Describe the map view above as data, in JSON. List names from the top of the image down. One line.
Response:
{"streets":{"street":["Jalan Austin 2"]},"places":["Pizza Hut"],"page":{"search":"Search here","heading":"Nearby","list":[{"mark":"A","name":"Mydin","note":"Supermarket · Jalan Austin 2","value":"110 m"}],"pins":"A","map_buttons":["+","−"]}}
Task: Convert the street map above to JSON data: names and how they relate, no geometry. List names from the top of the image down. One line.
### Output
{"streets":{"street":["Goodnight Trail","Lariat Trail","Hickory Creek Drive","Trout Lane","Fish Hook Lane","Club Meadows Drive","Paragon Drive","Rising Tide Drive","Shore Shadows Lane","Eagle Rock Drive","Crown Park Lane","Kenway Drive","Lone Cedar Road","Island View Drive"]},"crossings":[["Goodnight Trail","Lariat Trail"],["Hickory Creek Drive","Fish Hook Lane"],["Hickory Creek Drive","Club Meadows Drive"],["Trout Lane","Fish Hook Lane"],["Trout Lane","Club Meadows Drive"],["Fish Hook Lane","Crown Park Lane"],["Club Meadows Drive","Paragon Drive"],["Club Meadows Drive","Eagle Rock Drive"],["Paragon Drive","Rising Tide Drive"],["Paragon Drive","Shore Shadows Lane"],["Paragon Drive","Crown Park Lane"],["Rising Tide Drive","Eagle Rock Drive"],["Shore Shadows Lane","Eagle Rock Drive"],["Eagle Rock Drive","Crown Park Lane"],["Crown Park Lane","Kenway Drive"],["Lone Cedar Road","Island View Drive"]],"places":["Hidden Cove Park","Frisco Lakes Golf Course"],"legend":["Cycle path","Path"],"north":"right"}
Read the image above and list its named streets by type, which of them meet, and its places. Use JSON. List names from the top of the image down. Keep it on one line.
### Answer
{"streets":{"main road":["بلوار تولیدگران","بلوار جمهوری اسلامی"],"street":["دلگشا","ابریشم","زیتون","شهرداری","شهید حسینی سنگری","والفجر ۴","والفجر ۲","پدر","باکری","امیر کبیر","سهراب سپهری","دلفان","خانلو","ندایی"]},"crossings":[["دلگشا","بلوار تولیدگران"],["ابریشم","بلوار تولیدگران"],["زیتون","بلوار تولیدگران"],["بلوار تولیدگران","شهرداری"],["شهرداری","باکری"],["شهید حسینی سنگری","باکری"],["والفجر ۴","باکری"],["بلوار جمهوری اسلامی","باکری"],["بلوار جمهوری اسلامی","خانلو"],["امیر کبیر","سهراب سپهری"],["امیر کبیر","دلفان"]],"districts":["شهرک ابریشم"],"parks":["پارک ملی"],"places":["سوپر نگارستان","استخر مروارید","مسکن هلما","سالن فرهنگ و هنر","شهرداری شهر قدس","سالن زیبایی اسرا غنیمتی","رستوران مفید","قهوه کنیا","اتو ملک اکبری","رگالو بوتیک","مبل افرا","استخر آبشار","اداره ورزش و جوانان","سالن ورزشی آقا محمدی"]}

** Exercise details **
Please set down each entry again, word for word.

** Task answer **
Describe the map view above as data, in JSON. List names from the top of the image down. One line.
Response:
{"streets":{"street":["Jalan Austin 2"]},"places":["Pizza Hut"],"page":{"search":"Search here","heading":"Nearby","list":[{"mark":"A","name":"Mydin","note":"Supermarket · Jalan Austin 2","value":"110 m"}],"pins":"A","map_buttons":["+","−"]}}
Task: Convert the street map above to JSON data: names and how they relate, no geometry. List names from the top of the image down. One line.
### Output
{"streets":{"street":["Goodnight Trail","Lariat Trail","Hickory Creek Drive","Trout Lane","Fish Hook Lane","Club Meadows Drive","Paragon Drive","Rising Tide Drive","Shore Shadows Lane","Eagle Rock Drive","Crown Park Lane","Kenway Drive","Lone Cedar Road","Island View Drive"]},"crossings":[["Goodnight Trail","Lariat Trail"],["Hickory Creek Drive","Fish Hook Lane"],["Hickory Creek Drive","Club Meadows Drive"],["Trout Lane","Fish Hook Lane"],["Trout Lane","Club Meadows Drive"],["Fish Hook Lane","Crown Park Lane"],["Club Meadows Drive","Paragon Drive"],["Club Meadows Drive","Eagle Rock Drive"],["Paragon Drive","Rising Tide Drive"],["Paragon Drive","Shore Shadows Lane"],["Paragon Drive","Crown Park Lane"],["Rising Tide Drive","Eagle Rock Drive"],["Shore Shadows Lane","Eagle Rock Drive"],["Eagle Rock Drive","Crown Park Lane"],["Crown Park Lane","Kenway Drive"],["Lone Cedar Road","Island View Drive"]],"places":["Hidden Cove Park","Frisco Lakes Golf Course"],"legend":["Cycle path","Path"],"north":"right"}
Read the image above and list its named streets by type, which of them meet, and its places. Use JSON. List names from the top of the image down. Keep it on one line.
### Answer
{"streets":{"main road":["بلوار تولیدگران","بلوار جمهوری اسلامی"],"street":["دلگشا","ابریشم","زیتون","شهرداری","شهید حسینی سنگری","والفجر ۴","والفجر ۲","پدر","باکری","امیر کبیر","سهراب سپهری","دلفان","خانلو","ندایی"]},"crossings":[["دلگشا","بلوار تولیدگران"],["ابریشم","بلوار تولیدگران"],["زیتون","بلوار تولیدگران"],["بلوار تولیدگران","شهرداری"],["شهرداری","باکری"],["شهید حسینی سنگری","باکری"],["والفجر ۴","باکری"],["بلوار جمهوری اسلامی","باکری"],["بلوار جمهوری اسلامی","خانلو"],["امیر کبیر","سهراب سپهری"],["امیر کبیر","دلفان"]],"districts":["شهرک ابریشم"],"parks":["پارک ملی"],"places":["سوپر نگارستان","استخر مروارید","مسکن هلما","سالن فرهنگ و هنر","شهرداری شهر قدس","سالن زیبایی اسرا غنیمتی","رستوران مفید","قهوه کنیا","اتو ملک اکبری","رگالو بوتیک","مبل افرا","استخر آبشار","اداره ورزش و جوانان","سالن ورزشی آقا محمدی"]}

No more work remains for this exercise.